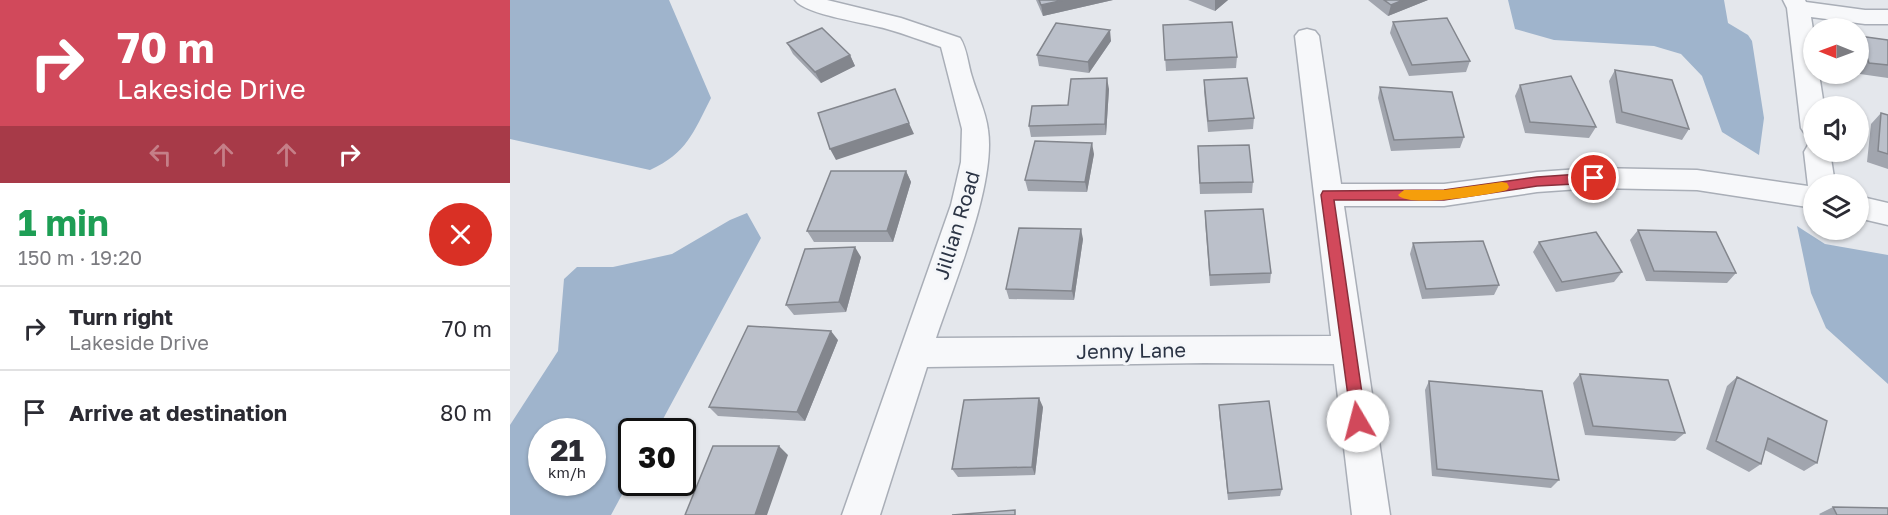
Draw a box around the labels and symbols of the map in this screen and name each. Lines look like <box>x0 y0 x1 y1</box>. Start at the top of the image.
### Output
north arrow <box>1803 18 1869 84</box>
pin <box>1568 152 1619 203</box>
street label: Jillian Road <box>928 168 984 282</box>
street label: Jenny Lane <box>1076 337 1186 363</box>
position arrow <box>1326 389 1390 453</box>
speed limit sign: 30 <box>618 418 696 496</box>

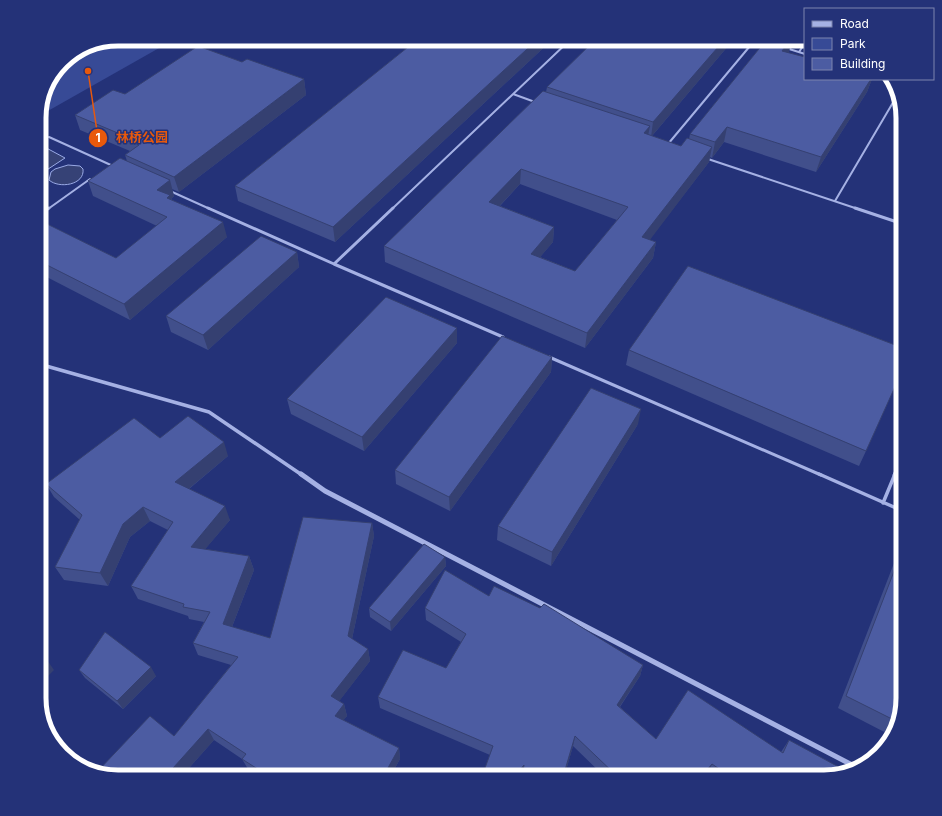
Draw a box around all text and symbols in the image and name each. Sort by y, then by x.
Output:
legend [804,8,934,80]
text: Road [840,16,869,31]
text: Park [840,36,866,51]
text: Building [840,56,885,71]
callout: 林桥公园 [88,125,176,150]
text: 林桥公园 [116,129,168,145]
text: 1 [95,130,101,145]

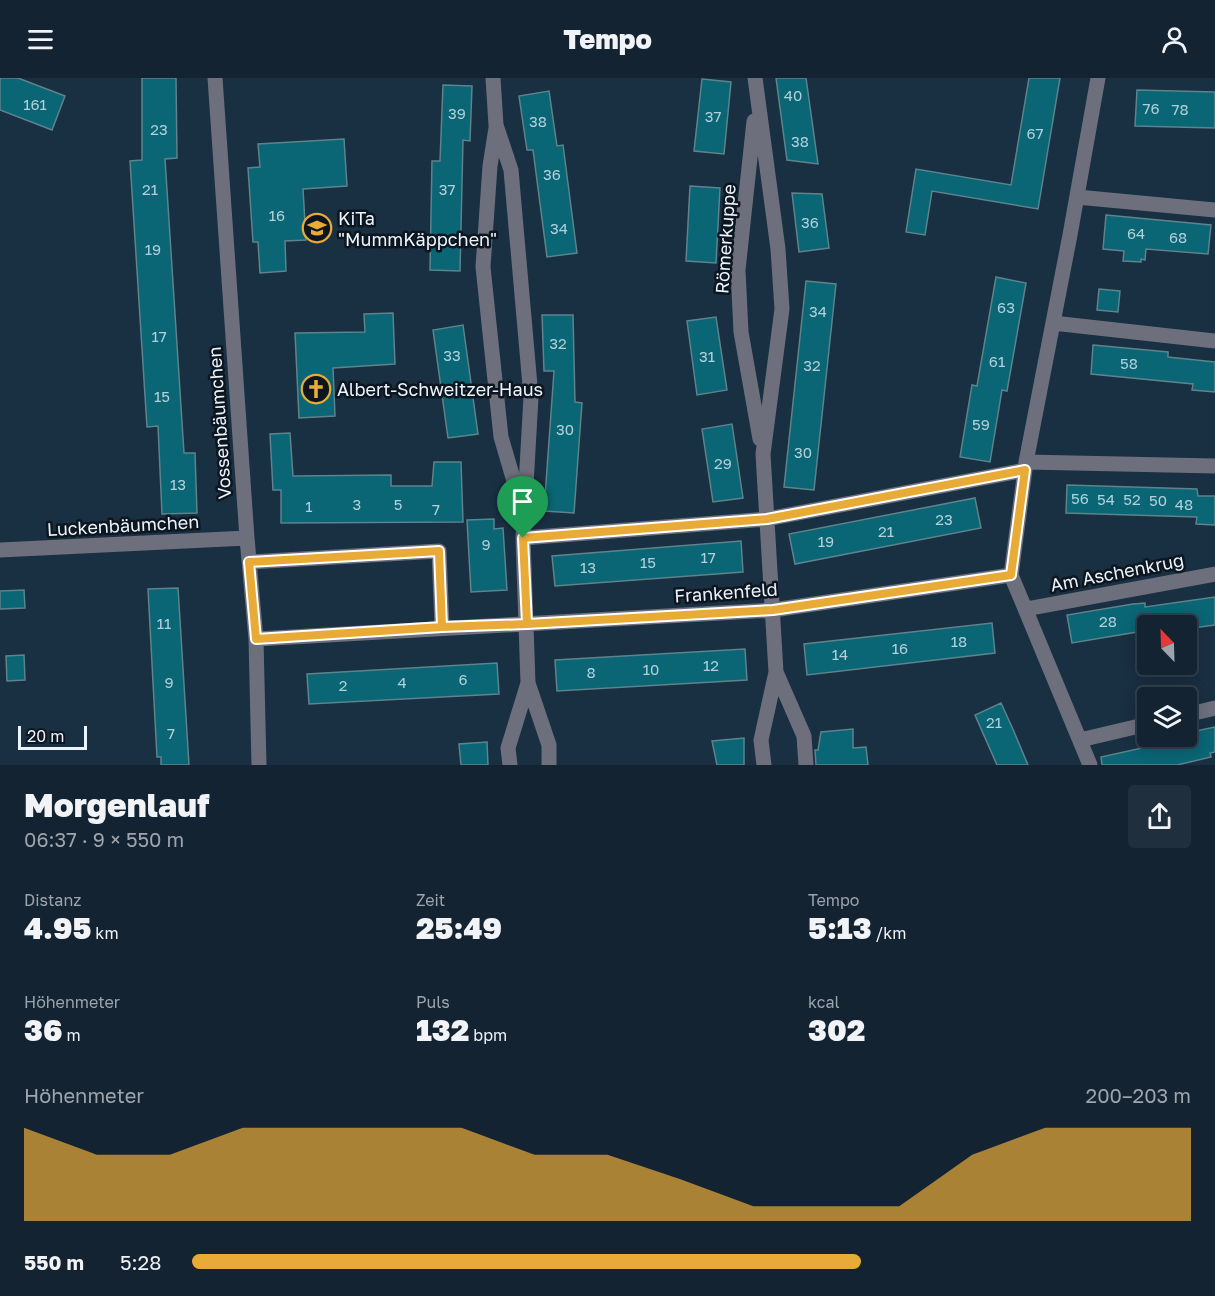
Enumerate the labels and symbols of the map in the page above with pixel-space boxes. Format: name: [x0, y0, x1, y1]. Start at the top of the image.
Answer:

▸ **WHAT YOU NEED TO DO**: Repeat the whole of the material above exactly, but keep the pictures out.

▸ **SOLUTION BELOW**:
Draw a box around the labels and symbols of the map in this screen and name each. Lines look like <box>x0 y0 x1 y1</box>. Start at the top of the image.
### Output
north arrow <box>1803 18 1869 84</box>
pin <box>1568 152 1619 203</box>
street label: Jillian Road <box>928 168 984 282</box>
street label: Jenny Lane <box>1076 337 1186 363</box>
position arrow <box>1326 389 1390 453</box>
speed limit sign: 30 <box>618 418 696 496</box>

Draw a box around all text and symbols in the image and name each. Sort by y, then by x.
Output:
legend [804,8,934,80]
text: Road [840,16,869,31]
text: Park [840,36,866,51]
text: Building [840,56,885,71]
callout: 林桥公园 [88,125,176,150]
text: 林桥公园 [116,129,168,145]
text: 1 [95,130,101,145]

Enumerate the labels and symbols of the map in the page above with pixel-space boxes. Format: name: [x0, y0, x1, y1]. Start at the top of the image.
Answer:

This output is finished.